● Assigned task: Line by line, retype the material exactly and leave each picture out.

● Data section:
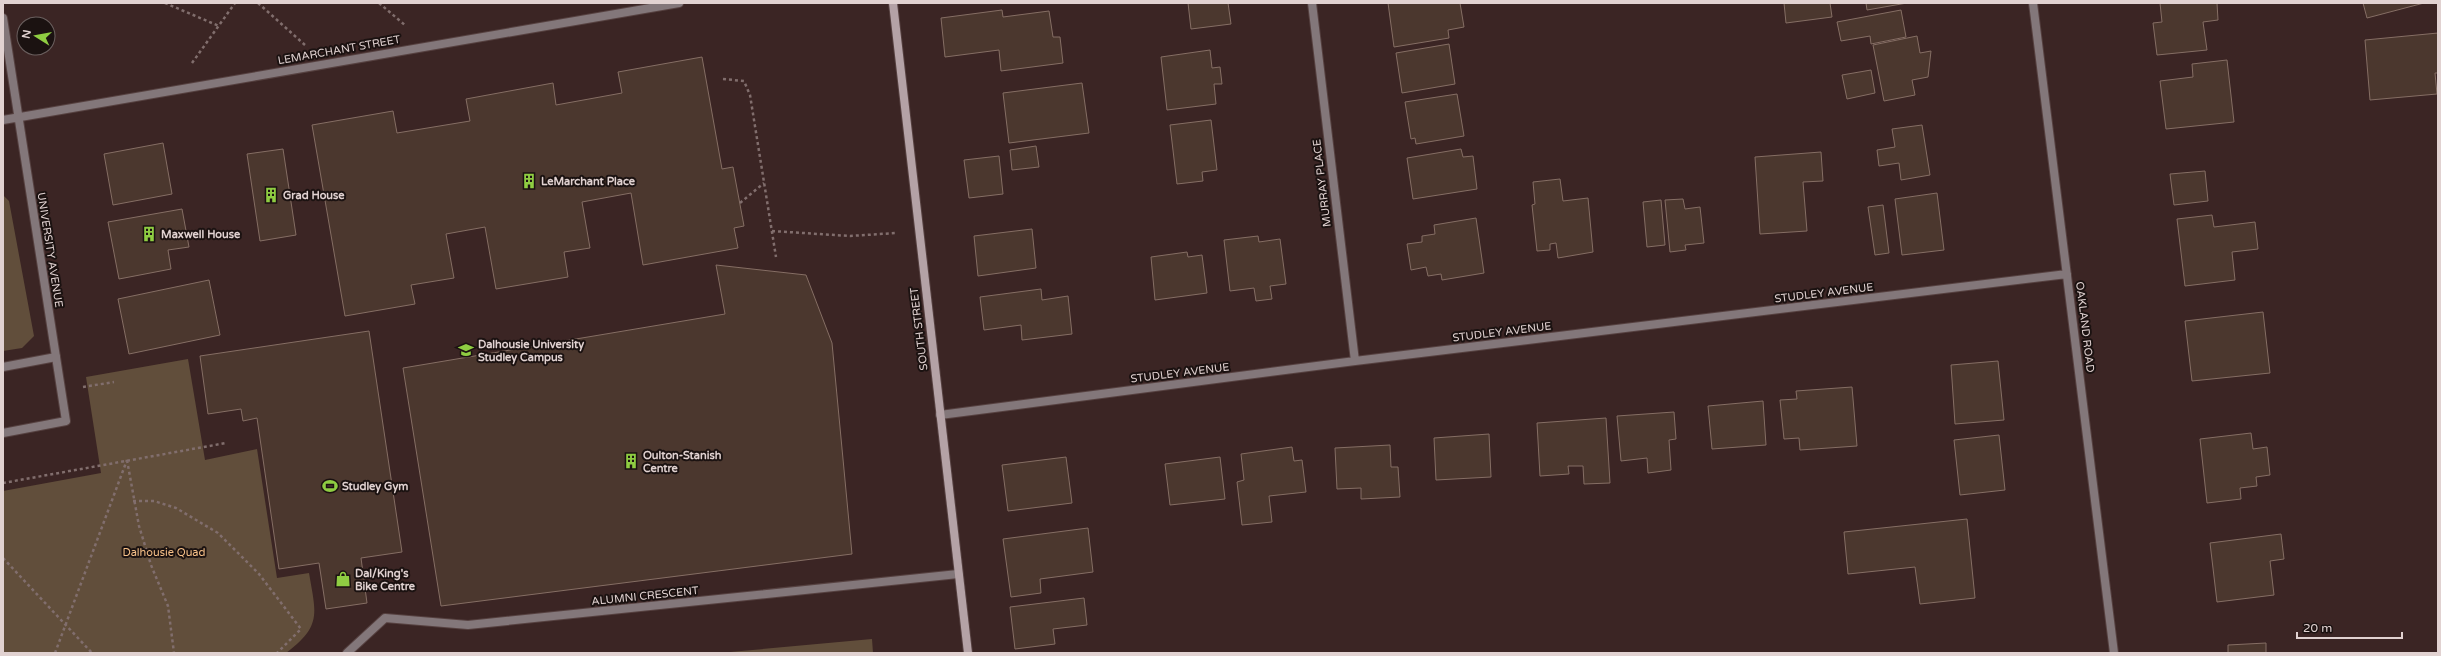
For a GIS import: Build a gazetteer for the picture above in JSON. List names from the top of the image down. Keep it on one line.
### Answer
{"streets":{"main road":["SOUTH STREET"],"street":["LEMARCHANT STREET","MURRAY PLACE","UNIVERSITY AVENUE","STUDLEY AVENUE","OAKLAND ROAD","ALUMNI CRESCENT"]},"crossings":[["LEMARCHANT STREET","UNIVERSITY AVENUE"],["MURRAY PLACE","STUDLEY AVENUE"],["STUDLEY AVENUE","OAKLAND ROAD"],["STUDLEY AVENUE","SOUTH STREET"],["SOUTH STREET","ALUMNI CRESCENT"]],"parks":["Dalhousie Quad"],"places":{"building":["LeMarchant Place","Grad House","Maxwell House","Oulton-Stanish Centre"],"school or university":["Dalhousie University Studley Campus"],"sports":["Studley Gym"],"shop":["Dal/King's Bike Centre"]},"scale_bar":"20 m","north":"left"}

● Your solution:
For a GIS import: Build a gazetteer for the picture above in JSON. List names from the top of the image down. Keep it on one line.
### Answer
{"streets":{"main road":["SOUTH STREET"],"street":["LEMARCHANT STREET","MURRAY PLACE","UNIVERSITY AVENUE","STUDLEY AVENUE","OAKLAND ROAD","ALUMNI CRESCENT"]},"crossings":[["LEMARCHANT STREET","UNIVERSITY AVENUE"],["MURRAY PLACE","STUDLEY AVENUE"],["STUDLEY AVENUE","OAKLAND ROAD"],["STUDLEY AVENUE","SOUTH STREET"],["SOUTH STREET","ALUMNI CRESCENT"]],"parks":["Dalhousie Quad"],"places":{"building":["LeMarchant Place","Grad House","Maxwell House","Oulton-Stanish Centre"],"school or university":["Dalhousie University Studley Campus"],"sports":["Studley Gym"],"shop":["Dal/King's Bike Centre"]},"scale_bar":"20 m","north":"left"}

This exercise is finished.